* **WHAT THIS TASK INVOLVES**
Scan the entries for the word "route", and copy every line where it appears.

(Saved entries)
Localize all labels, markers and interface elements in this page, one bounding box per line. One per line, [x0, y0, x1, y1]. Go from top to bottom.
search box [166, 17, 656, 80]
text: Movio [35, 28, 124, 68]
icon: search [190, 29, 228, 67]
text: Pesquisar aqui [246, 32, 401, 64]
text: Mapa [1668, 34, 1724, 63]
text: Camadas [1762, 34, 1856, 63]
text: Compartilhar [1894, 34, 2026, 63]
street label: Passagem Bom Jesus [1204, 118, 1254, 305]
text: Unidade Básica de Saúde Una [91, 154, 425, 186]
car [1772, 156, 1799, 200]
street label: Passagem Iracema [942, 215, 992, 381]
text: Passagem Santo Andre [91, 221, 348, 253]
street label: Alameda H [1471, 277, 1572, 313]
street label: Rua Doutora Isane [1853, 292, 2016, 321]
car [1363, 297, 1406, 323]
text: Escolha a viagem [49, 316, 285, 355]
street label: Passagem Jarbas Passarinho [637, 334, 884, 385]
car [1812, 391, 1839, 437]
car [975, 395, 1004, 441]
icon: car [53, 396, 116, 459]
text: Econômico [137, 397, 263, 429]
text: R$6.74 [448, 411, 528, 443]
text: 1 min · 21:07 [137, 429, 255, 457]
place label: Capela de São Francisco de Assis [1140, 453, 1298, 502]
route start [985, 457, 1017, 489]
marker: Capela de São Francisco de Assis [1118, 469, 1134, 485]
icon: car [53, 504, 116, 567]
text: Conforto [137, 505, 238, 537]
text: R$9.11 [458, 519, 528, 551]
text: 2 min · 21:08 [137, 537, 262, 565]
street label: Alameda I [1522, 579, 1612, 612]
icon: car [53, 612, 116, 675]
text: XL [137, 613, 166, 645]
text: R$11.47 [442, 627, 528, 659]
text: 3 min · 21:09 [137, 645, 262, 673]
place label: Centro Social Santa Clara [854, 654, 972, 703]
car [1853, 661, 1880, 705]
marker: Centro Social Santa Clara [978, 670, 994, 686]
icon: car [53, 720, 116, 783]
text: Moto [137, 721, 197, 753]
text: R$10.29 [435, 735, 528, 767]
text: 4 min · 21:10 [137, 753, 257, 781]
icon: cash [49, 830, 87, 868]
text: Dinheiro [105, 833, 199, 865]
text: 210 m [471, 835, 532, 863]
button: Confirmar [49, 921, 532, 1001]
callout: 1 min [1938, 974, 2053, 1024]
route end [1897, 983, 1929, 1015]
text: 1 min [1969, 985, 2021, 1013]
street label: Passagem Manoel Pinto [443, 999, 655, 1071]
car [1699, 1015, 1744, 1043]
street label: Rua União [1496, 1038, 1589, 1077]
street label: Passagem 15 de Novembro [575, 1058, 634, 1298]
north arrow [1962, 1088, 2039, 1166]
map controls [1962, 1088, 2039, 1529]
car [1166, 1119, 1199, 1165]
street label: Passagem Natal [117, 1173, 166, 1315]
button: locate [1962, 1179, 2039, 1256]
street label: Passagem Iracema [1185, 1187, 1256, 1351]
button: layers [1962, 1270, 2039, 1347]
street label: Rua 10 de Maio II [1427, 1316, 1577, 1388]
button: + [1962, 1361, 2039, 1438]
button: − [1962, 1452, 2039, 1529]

* **WRITTEN REPLY**
route start [985, 457, 1017, 489]
route end [1897, 983, 1929, 1015]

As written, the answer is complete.